Special Issue Information

Dear Colleagues,

Machine learning is constantly extending its applications to various fields, such as image processing, the Internet of Things, user interface, big data, manufacturing, and management. In particular, since data are required to build machine learning networks, sensors are one of the most important technologies. In addition, machine learning networks can contribute to the improvement of sensor performances and the creation of new sensor applications. This Special Issue addresses all types of machine learning applications related to sensors and imaging.

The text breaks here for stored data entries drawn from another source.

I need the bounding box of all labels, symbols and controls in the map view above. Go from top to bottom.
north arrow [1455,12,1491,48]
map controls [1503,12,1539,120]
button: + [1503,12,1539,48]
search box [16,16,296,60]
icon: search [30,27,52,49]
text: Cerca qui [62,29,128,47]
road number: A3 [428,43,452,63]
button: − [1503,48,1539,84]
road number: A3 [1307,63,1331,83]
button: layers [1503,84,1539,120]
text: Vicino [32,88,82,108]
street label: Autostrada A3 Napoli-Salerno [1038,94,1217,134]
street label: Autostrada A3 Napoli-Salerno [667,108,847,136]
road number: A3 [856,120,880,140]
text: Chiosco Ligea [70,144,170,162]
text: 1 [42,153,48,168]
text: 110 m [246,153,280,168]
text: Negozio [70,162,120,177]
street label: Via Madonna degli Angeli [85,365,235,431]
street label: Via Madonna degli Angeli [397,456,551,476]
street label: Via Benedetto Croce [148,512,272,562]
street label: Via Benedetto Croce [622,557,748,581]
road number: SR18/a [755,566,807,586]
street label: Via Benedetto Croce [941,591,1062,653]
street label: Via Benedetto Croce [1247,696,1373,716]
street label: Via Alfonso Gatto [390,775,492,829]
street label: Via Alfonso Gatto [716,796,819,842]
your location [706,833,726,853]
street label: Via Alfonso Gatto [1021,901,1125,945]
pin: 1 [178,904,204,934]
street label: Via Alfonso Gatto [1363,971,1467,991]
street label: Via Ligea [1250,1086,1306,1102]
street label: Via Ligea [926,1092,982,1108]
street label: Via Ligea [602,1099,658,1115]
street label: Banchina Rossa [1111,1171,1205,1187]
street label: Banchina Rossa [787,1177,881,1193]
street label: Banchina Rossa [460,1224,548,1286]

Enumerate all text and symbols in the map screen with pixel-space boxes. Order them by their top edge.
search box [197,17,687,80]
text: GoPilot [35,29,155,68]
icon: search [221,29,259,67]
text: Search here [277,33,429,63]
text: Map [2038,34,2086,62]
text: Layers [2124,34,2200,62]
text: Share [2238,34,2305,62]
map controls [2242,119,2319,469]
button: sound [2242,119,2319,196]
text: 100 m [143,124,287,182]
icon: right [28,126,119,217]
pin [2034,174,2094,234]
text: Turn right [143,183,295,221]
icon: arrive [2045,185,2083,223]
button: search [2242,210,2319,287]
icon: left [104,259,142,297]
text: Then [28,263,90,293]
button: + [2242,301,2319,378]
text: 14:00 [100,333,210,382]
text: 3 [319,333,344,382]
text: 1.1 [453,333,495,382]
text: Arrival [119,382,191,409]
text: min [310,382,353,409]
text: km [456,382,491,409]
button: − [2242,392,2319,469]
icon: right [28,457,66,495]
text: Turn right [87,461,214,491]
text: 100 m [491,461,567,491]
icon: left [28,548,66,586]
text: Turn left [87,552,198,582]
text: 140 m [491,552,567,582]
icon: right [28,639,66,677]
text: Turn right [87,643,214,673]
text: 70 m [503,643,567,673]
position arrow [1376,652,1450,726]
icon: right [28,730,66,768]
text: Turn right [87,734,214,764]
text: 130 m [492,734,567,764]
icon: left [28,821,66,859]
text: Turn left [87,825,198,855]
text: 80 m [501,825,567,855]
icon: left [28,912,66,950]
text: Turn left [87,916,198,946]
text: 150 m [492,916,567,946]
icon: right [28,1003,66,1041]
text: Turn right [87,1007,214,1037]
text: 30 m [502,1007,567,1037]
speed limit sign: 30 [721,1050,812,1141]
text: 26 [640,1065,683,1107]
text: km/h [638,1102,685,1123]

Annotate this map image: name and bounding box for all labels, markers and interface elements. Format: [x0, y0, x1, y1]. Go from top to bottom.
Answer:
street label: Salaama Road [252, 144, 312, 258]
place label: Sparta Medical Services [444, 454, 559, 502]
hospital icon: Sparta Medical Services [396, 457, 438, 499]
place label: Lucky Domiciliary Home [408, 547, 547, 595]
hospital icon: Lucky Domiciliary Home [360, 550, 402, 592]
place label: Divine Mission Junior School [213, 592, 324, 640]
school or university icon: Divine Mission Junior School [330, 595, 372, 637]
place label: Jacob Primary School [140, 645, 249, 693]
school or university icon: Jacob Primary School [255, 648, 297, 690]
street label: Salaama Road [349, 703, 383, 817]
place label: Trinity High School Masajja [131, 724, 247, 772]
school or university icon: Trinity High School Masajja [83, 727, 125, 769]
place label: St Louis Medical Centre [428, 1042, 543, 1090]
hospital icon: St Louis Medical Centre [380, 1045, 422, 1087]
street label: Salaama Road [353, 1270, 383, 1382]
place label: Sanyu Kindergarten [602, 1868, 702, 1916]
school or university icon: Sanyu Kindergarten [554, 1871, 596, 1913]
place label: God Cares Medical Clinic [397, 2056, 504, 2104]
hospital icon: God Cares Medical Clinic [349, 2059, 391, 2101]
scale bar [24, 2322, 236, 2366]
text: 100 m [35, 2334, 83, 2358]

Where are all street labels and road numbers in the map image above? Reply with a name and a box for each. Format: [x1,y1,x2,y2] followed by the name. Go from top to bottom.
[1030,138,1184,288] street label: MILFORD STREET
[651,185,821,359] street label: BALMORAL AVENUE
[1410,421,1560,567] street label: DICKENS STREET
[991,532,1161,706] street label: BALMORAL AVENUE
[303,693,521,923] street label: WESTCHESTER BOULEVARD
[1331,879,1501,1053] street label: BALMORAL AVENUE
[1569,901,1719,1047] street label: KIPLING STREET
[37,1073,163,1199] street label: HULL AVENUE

The topics of interest may include, but are not limited to, the following:

  • Machine learning for improving sensor performance;
  • New sensor applications using machine learning;
  • Machine learning-based HCI;
  • Machine learning-based localization and object tracking;
  • Machine learning for sensor signal processing;
  • Machine learning-based analysis of the big data collected from sensors

Dr. Hyoungsik Nam
Guest Editor

Manuscript Submission Information

Manuscripts should be submitted online at www.mdpi.com by registering and logging in to this website. Once you are registered, click here to go to the submission form. Manuscripts can be submitted until the deadline. All submissions that pass pre-check are peer-reviewed. Accepted papers will be published continuously in the journal (as soon as accepted) and will be listed together on the special issue website. Research articles, review articles as well as short communications are invited. For planned papers, a title and short abstract (about 100 words) can be sent to the Editorial Office for announcement on this website.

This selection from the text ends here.